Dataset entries
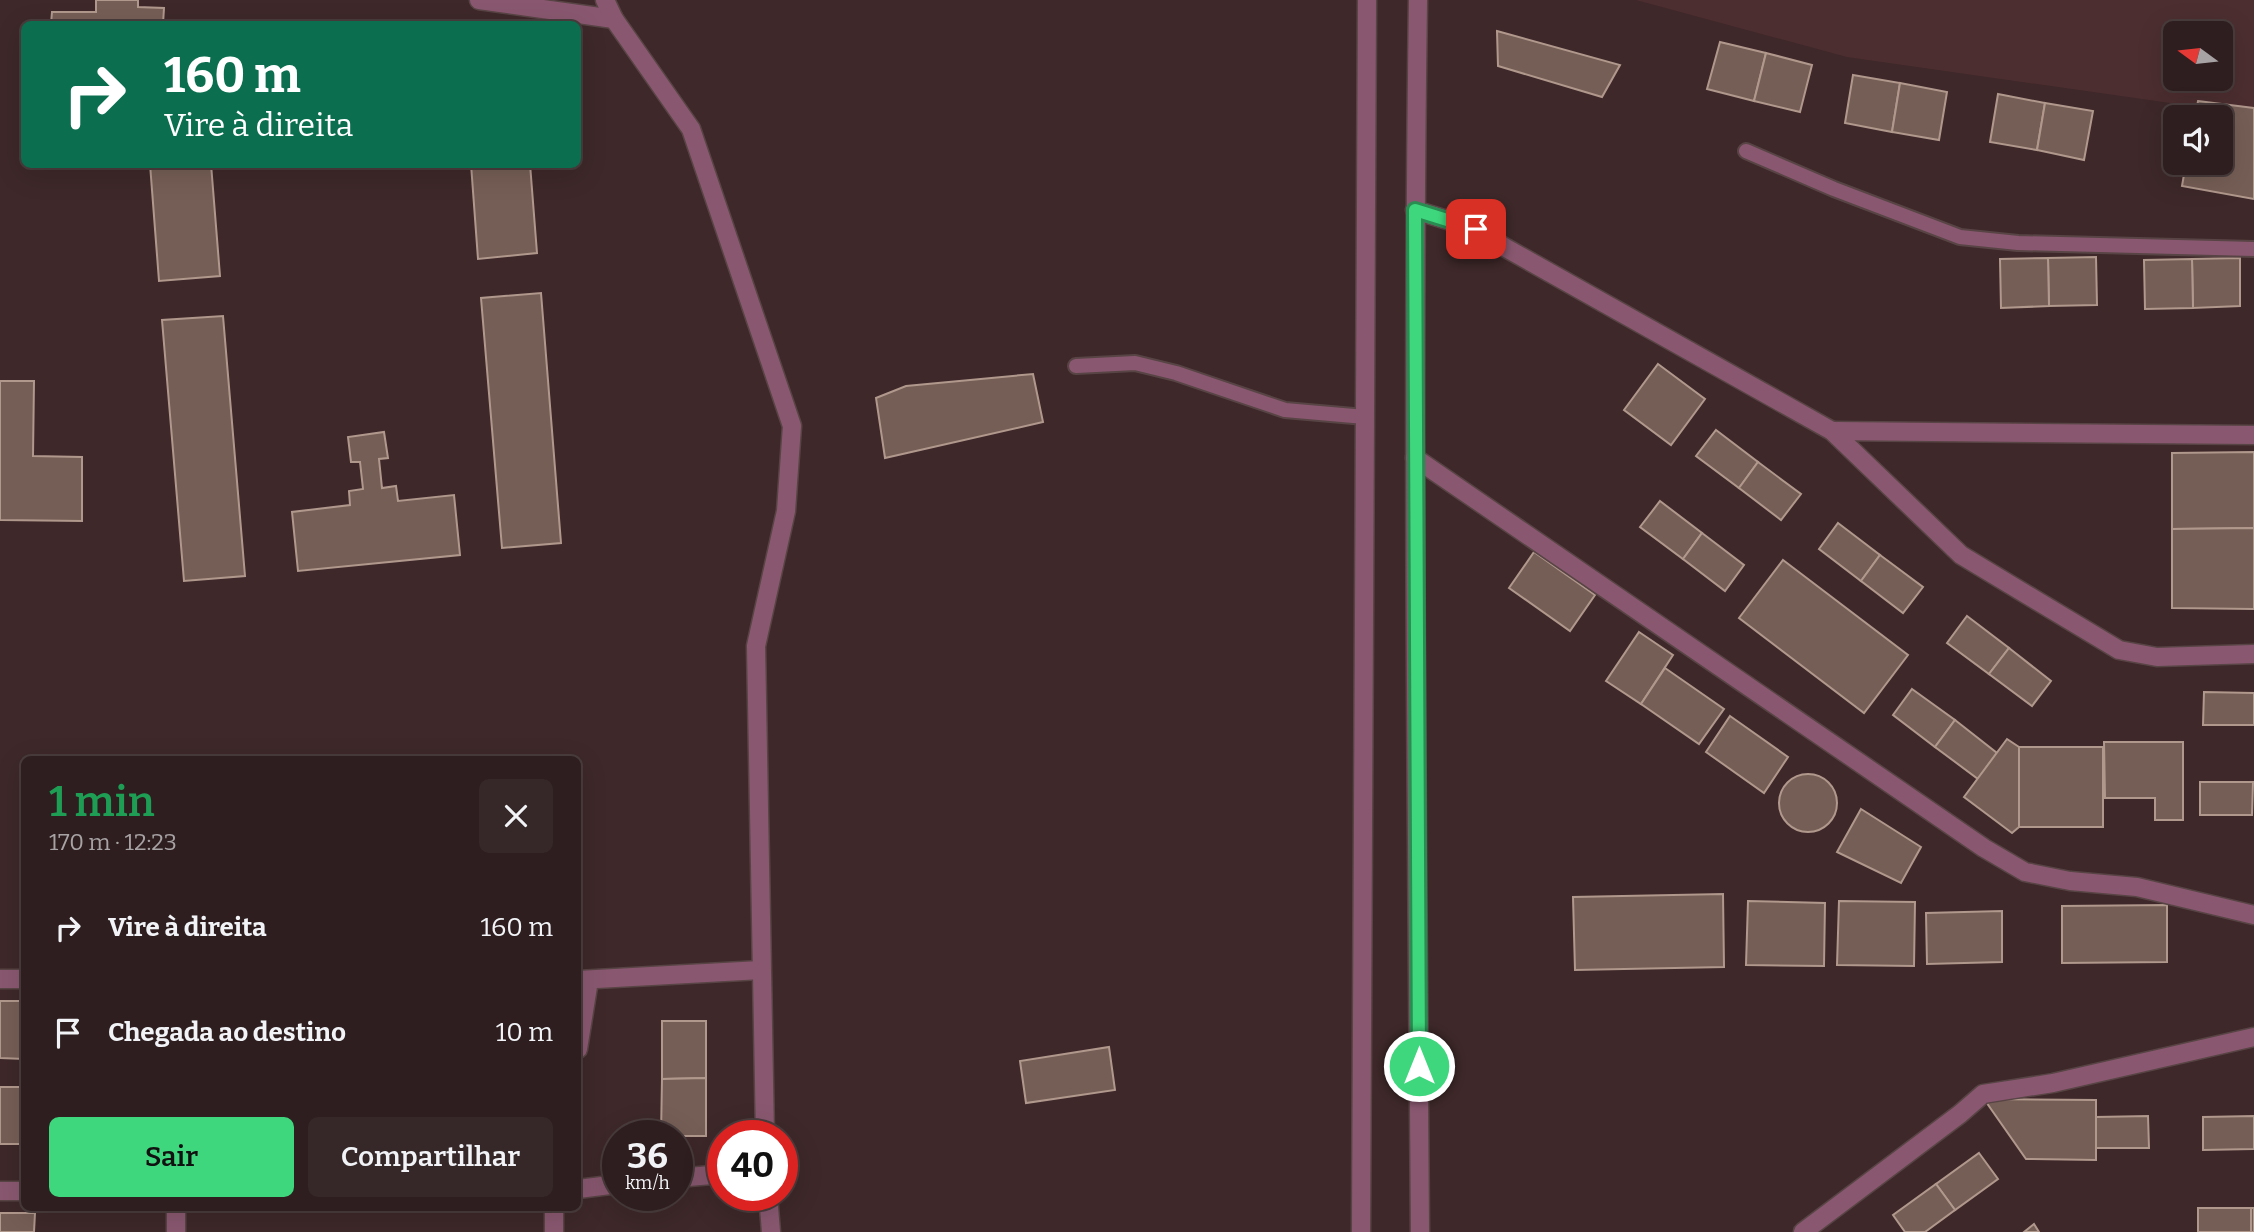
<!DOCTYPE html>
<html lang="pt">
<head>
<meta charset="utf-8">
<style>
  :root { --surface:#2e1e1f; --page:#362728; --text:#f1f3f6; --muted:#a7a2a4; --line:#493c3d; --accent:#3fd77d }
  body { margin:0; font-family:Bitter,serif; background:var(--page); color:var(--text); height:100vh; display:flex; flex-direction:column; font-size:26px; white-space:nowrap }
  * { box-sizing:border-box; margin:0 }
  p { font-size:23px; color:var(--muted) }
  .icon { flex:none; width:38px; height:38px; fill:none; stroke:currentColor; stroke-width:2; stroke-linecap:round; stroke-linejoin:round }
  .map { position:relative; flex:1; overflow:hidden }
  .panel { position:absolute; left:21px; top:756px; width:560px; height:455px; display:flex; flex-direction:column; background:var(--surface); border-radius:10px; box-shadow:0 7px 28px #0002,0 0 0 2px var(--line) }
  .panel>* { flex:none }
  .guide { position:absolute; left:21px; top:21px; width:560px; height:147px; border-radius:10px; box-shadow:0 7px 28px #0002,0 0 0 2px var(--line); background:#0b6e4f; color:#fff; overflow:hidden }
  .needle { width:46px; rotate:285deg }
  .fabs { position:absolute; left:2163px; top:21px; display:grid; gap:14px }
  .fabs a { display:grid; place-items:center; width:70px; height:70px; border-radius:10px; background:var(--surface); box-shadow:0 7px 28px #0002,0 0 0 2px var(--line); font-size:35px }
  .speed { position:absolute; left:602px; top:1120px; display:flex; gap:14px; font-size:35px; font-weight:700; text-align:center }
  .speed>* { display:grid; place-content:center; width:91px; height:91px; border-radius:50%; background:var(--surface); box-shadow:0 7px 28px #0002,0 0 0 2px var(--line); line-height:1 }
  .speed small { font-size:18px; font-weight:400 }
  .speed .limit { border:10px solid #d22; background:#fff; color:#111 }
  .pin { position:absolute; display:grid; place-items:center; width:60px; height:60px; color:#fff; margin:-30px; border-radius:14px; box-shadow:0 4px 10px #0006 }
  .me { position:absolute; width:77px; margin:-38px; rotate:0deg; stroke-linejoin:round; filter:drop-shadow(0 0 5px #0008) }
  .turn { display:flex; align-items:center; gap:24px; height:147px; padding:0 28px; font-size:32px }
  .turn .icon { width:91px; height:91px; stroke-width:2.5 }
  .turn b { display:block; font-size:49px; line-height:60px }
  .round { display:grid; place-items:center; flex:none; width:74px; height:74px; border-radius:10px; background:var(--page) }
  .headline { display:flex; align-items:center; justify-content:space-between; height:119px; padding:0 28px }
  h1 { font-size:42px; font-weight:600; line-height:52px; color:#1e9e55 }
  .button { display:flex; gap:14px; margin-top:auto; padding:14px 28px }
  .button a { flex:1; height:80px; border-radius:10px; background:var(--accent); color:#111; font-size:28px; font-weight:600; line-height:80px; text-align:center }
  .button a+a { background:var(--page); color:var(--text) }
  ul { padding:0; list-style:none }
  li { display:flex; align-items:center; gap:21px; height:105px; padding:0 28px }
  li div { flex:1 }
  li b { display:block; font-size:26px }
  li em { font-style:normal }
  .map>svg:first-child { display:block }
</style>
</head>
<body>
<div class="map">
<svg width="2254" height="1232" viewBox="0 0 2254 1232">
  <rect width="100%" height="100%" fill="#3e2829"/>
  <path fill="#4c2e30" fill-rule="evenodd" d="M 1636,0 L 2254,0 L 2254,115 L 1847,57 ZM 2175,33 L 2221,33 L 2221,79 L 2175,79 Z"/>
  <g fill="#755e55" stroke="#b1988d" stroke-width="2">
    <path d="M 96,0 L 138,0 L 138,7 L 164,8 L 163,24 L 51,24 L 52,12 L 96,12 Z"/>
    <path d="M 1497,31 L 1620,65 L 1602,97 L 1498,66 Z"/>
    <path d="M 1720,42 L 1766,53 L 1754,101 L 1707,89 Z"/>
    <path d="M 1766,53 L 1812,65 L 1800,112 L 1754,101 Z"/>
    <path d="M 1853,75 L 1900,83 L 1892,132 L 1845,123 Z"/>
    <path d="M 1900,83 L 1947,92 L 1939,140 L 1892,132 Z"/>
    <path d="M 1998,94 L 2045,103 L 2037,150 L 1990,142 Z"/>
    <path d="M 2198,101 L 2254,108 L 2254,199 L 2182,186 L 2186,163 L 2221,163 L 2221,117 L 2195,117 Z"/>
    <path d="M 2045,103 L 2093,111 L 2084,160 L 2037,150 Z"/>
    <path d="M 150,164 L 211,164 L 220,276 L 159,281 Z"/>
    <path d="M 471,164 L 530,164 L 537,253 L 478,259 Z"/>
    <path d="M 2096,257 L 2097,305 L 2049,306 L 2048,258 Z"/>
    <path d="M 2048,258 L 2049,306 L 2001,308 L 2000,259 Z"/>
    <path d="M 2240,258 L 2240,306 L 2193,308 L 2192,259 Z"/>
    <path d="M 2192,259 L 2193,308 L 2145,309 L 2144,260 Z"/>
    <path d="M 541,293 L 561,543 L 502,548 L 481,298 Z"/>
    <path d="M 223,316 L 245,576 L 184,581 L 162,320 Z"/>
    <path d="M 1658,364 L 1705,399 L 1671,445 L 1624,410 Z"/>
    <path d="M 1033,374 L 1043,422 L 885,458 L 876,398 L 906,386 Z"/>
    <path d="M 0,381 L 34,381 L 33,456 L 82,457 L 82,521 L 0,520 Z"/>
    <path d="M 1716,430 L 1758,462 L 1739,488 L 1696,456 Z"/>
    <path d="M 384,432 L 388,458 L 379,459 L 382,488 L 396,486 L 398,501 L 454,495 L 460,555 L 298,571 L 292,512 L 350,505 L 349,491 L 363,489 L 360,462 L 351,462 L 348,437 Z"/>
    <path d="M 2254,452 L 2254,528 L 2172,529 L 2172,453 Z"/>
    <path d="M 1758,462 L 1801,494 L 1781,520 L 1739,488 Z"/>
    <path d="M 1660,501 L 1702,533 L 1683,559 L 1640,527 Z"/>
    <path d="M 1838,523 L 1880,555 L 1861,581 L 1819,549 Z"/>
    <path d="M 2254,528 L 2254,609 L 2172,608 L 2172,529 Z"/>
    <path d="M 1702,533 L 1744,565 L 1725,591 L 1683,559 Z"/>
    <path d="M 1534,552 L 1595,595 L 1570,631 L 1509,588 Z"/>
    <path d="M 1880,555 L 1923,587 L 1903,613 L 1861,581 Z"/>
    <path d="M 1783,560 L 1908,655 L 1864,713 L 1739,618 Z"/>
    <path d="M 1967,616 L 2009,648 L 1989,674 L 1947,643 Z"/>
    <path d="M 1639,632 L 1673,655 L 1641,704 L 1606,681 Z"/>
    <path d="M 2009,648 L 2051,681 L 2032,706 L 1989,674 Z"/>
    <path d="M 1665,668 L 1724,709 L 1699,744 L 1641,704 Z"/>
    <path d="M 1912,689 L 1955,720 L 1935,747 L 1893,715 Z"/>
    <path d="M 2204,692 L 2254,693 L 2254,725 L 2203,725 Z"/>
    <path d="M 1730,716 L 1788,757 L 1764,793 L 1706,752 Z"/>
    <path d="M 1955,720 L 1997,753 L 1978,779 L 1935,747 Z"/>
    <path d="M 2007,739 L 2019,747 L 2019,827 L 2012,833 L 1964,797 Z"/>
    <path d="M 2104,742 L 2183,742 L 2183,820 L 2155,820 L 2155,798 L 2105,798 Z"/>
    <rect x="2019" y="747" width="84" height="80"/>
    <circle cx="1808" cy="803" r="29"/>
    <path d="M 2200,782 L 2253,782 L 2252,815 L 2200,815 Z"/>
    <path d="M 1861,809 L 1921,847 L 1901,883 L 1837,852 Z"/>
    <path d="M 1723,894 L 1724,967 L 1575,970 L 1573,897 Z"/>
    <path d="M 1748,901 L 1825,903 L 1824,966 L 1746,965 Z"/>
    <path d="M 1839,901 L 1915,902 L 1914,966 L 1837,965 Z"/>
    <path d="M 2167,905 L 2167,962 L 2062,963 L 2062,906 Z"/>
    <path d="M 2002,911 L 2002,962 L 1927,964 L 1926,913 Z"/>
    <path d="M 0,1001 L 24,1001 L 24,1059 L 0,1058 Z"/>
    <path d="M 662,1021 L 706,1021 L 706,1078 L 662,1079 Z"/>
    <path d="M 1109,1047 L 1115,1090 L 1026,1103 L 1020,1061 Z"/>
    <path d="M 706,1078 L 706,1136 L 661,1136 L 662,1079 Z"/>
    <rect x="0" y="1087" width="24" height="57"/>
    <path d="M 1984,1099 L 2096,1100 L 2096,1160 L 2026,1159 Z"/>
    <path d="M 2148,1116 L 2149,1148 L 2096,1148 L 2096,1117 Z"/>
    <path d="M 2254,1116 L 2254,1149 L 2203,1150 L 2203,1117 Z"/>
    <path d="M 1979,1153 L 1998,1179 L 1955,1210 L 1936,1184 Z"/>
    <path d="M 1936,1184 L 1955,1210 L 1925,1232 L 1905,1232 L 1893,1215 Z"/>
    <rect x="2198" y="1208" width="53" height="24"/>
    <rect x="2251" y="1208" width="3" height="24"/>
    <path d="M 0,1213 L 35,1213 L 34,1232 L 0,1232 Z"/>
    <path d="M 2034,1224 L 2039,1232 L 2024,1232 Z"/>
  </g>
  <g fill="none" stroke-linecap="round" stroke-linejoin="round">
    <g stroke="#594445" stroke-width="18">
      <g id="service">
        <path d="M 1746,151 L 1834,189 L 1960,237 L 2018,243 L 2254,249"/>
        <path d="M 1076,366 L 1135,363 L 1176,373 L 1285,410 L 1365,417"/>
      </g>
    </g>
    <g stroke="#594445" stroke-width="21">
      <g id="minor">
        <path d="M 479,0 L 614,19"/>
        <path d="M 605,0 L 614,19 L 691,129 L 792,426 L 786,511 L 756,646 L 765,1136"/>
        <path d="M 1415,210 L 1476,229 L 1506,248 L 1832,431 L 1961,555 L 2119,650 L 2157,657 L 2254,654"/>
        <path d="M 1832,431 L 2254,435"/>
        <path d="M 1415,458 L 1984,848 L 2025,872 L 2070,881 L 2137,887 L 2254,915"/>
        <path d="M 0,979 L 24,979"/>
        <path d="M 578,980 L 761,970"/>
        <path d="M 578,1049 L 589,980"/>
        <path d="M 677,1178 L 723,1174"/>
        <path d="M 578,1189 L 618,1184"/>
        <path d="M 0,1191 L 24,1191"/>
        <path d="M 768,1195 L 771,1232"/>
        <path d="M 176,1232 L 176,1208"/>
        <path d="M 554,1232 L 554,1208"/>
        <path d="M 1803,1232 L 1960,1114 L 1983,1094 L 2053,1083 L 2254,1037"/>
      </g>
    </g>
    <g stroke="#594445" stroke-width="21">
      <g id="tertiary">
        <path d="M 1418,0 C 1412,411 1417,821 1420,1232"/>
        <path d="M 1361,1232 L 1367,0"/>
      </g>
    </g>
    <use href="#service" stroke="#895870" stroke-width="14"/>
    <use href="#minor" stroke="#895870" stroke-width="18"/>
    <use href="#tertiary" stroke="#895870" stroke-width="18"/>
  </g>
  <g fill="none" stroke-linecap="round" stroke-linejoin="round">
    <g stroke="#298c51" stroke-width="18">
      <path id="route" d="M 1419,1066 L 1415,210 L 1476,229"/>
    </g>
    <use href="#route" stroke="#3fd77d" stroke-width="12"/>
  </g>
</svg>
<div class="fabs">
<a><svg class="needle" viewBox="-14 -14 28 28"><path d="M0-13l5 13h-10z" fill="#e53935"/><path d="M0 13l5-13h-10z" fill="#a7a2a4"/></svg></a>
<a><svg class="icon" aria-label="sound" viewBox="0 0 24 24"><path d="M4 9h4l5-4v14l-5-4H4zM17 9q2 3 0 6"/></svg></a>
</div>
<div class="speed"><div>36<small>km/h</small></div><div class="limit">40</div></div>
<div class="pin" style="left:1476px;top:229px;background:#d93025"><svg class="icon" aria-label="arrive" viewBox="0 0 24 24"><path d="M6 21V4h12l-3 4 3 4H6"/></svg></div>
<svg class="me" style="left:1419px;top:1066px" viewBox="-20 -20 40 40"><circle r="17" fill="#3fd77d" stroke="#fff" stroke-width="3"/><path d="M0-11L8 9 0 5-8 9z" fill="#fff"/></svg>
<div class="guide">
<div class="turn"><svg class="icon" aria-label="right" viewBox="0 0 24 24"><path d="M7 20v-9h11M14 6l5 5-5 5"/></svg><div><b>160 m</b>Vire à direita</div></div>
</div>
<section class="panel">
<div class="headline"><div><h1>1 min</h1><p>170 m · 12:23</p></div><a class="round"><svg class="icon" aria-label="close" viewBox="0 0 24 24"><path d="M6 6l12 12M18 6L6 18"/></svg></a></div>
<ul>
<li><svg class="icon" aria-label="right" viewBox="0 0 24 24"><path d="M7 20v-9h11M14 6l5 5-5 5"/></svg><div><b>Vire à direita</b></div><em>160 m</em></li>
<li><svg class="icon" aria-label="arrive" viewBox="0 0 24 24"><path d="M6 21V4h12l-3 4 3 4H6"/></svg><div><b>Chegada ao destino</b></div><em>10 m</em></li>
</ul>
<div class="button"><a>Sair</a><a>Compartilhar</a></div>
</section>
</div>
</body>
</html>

### WORK REQUEST
Throughout the records above, find the lines in which the word "position" appears and return them.

### TASK OUTPUT
  .map { position:relative; flex:1; overflow:hidden }
  .panel { position:absolute; left:21px; top:756px; width:560px; height:455px; display:flex; flex-direction:column; background:var(--surface); border-radius:10px; box-shadow:0 7px 28px #0002,0 0 0 2px var(--line) }
  .guide { position:absolute; left:21px; top:21px; width:560px; height:147px; border-radius:10px; box-shadow:0 7px 28px #0002,0 0 0 2px var(--line); background:#0b6e4f; color:#fff; overflow:hidden }
  .fabs { position:absolute; left:2163px; top:21px; display:grid; gap:14px }
  .speed { position:absolute; left:602px; top:1120px; display:flex; gap:14px; font-size:35px; font-weight:700; text-align:center }
  .pin { position:absolute; display:grid; place-items:center; width:60px; height:60px; color:#fff; margin:-30px; border-radius:14px; box-shadow:0 4px 10px #0006 }
  .me { position:absolute; width:77px; margin:-38px; rotate:0deg; stroke-linejoin:round; filter:drop-shadow(0 0 5px #0008) }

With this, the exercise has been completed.